Sherry closed her eyes and prayed quickly for the greatest good to be done, adding a special prayer that Charlie stop drooling on her jeans.
She pushed Charlie’s atlas partway back into place. Charlie backpedaled a few steps, paused, then moved forward again, settling his nose again between Sherry’s legs. “Good boy,” she whispered, then said to Roger, “He knows I’m trying to help.” Again she pushed on his vertebra and it gave a little more beneath the pressure of her fingers. Charlie stepped back again, grunted this time, and again he returned to the fence. This time, as she worked on him, he dropped his head, as if he was relaxing into it. Animals would settle like that, once you’d alleviated some of their discomfort.
“That’s a good boy,” Sherry said.
After each little adjustment, he backed up and returned, until Sherry had manipulated the wayward vertebra back into perfect alignment with the rest of his spine. This time, Charlie backed up but didn’t come forward.
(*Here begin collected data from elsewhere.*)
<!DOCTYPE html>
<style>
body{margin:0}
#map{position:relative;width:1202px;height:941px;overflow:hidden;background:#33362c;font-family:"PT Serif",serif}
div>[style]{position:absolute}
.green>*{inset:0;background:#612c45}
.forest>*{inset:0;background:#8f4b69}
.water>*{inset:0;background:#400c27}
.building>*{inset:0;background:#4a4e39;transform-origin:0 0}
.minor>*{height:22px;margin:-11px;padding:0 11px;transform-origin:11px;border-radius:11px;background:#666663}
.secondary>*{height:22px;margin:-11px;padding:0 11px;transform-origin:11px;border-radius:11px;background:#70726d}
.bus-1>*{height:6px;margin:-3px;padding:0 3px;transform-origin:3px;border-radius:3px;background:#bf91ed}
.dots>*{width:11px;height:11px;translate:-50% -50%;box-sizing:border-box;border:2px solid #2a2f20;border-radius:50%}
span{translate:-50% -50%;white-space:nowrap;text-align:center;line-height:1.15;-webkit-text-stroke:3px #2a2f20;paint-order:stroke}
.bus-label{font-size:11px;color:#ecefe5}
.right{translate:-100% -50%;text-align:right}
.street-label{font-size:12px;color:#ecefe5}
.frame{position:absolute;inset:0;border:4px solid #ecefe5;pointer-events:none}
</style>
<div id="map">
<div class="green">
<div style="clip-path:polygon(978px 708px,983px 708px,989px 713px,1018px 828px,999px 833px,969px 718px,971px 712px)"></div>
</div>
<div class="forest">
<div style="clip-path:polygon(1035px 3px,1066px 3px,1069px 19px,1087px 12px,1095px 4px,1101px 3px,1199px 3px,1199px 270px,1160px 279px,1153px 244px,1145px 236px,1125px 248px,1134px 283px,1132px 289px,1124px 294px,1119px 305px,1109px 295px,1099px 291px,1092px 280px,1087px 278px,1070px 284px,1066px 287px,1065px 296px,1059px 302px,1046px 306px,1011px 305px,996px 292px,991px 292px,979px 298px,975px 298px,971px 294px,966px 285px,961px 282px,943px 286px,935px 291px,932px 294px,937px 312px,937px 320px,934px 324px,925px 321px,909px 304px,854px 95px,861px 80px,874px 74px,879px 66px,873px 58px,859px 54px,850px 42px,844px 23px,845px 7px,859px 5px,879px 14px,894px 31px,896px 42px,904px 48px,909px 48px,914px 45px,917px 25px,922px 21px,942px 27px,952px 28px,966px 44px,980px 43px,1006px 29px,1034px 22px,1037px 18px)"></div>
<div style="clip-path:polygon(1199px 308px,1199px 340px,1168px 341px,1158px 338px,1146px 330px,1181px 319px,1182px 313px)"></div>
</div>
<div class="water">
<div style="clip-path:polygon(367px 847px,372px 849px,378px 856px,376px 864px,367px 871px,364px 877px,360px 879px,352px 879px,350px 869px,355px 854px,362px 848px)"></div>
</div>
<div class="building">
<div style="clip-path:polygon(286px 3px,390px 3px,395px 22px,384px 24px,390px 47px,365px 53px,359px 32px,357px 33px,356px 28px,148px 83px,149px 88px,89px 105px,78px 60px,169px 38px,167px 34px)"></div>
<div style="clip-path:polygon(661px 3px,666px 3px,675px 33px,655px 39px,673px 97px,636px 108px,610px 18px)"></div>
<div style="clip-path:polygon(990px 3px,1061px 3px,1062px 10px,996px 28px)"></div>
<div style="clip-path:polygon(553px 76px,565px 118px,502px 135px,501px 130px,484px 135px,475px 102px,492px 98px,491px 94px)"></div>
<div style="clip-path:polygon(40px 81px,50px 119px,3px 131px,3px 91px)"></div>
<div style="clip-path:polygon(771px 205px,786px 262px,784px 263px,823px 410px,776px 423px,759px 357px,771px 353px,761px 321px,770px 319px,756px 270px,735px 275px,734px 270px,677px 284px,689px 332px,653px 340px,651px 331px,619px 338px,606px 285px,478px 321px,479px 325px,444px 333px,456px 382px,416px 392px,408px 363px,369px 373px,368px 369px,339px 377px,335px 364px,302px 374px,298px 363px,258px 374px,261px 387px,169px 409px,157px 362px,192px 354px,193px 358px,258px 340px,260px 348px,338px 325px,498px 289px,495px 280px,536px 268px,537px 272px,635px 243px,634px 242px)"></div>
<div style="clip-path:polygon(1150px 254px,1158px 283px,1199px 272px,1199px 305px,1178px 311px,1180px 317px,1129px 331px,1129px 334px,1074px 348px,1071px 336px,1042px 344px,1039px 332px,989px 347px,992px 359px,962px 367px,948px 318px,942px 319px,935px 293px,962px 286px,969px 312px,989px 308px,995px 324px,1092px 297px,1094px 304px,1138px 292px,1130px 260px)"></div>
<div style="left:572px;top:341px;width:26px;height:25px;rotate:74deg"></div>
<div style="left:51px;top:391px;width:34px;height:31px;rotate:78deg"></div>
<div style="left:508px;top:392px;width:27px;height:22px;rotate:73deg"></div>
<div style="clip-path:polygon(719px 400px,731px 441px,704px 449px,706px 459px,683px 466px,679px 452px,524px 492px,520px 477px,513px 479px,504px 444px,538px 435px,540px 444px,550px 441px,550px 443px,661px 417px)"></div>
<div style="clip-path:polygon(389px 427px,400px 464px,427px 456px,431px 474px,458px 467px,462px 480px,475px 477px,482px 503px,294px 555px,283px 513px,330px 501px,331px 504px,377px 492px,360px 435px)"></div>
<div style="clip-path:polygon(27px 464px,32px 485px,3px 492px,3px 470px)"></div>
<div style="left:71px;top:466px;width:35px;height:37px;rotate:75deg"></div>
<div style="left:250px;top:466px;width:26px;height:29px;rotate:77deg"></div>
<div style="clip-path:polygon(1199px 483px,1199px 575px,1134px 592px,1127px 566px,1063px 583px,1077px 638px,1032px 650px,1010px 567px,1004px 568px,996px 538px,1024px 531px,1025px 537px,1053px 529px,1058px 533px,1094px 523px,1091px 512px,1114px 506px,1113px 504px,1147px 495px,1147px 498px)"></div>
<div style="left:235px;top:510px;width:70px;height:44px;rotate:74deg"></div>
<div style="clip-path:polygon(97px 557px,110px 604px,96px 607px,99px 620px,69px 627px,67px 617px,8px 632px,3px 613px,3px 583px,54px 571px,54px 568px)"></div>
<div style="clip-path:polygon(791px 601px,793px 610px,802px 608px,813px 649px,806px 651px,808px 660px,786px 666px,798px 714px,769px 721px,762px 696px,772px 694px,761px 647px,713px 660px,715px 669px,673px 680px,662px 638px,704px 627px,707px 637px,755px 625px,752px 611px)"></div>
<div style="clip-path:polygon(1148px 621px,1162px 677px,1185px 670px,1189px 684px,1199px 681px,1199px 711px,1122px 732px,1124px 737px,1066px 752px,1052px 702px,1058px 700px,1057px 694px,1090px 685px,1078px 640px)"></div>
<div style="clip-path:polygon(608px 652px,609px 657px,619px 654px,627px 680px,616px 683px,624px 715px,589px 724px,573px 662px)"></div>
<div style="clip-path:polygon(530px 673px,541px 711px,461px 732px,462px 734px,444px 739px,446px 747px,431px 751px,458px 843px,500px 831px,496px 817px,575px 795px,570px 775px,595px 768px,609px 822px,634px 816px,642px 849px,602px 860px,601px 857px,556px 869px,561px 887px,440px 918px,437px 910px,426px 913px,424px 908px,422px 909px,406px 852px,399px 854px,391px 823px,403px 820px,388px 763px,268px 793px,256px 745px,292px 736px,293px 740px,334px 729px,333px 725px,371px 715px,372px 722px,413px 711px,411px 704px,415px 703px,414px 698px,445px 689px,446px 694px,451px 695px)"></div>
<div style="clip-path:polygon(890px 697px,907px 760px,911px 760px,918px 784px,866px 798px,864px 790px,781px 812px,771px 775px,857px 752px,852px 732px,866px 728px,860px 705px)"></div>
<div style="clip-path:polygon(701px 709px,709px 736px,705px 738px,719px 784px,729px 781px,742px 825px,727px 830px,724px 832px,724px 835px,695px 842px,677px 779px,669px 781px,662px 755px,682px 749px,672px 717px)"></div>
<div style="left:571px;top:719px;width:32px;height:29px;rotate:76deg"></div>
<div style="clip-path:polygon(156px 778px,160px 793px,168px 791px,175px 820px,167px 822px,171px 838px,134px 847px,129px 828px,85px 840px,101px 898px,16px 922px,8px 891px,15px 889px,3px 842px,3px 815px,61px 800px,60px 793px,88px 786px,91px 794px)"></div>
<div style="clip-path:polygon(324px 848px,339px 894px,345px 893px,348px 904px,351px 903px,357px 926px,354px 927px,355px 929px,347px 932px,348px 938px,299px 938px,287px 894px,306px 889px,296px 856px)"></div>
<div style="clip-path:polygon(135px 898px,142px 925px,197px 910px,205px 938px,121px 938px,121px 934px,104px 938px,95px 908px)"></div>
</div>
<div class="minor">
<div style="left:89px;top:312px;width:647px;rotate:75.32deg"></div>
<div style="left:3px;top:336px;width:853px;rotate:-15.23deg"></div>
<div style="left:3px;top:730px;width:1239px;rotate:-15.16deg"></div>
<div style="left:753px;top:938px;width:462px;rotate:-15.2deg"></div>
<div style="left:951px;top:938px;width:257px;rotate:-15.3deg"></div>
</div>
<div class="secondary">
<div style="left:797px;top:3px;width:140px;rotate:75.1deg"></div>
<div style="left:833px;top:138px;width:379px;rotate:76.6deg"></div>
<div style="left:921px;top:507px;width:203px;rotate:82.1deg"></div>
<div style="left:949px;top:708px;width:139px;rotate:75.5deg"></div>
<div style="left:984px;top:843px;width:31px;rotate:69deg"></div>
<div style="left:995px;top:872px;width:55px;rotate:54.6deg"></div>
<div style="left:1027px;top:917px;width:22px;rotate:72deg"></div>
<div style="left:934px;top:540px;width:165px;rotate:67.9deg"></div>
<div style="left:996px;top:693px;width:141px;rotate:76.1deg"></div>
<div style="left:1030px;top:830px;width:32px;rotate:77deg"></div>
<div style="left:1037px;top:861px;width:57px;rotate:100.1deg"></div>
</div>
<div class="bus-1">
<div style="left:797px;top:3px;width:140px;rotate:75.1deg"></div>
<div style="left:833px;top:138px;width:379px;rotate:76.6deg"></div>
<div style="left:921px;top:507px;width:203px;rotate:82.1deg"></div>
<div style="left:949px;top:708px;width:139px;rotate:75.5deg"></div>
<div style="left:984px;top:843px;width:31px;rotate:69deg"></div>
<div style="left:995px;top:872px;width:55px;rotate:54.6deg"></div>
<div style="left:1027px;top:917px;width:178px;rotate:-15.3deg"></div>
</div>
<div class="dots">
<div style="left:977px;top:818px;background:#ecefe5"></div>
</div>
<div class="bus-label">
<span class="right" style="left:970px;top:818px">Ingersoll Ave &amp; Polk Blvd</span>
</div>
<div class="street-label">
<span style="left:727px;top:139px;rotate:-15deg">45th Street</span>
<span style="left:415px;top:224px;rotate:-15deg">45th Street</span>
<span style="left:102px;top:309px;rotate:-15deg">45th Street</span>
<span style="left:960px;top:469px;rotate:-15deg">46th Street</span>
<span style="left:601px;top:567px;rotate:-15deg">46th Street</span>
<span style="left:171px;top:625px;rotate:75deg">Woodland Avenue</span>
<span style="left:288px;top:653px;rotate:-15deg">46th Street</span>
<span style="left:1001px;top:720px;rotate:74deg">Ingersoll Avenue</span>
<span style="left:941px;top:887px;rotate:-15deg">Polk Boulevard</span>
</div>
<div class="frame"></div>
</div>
“It’s all about their pain level,” she said to Roger. “He knows I’ve done what I came to do. He can feel it. He already seems to be walking a little better.”
It was true. And Roger wanted to say, “Sherry, where were you a year and a half ago?” If Sherry had come into Charlie’s life soon after the accident, who knew how much further along he would be? For all that Colorado State University’s School of Veterinary Medicine had done, and it had been a lot, including acupuncture, no one had suggested chiropractic. If, if, if.
“Look at that, will you?” Sherry said. To prove his renewed vitality, Charlie had trotted to the far end of the arena and begun attacking his plastic drum. He gored it with a horn and threw it triumphantly into the air.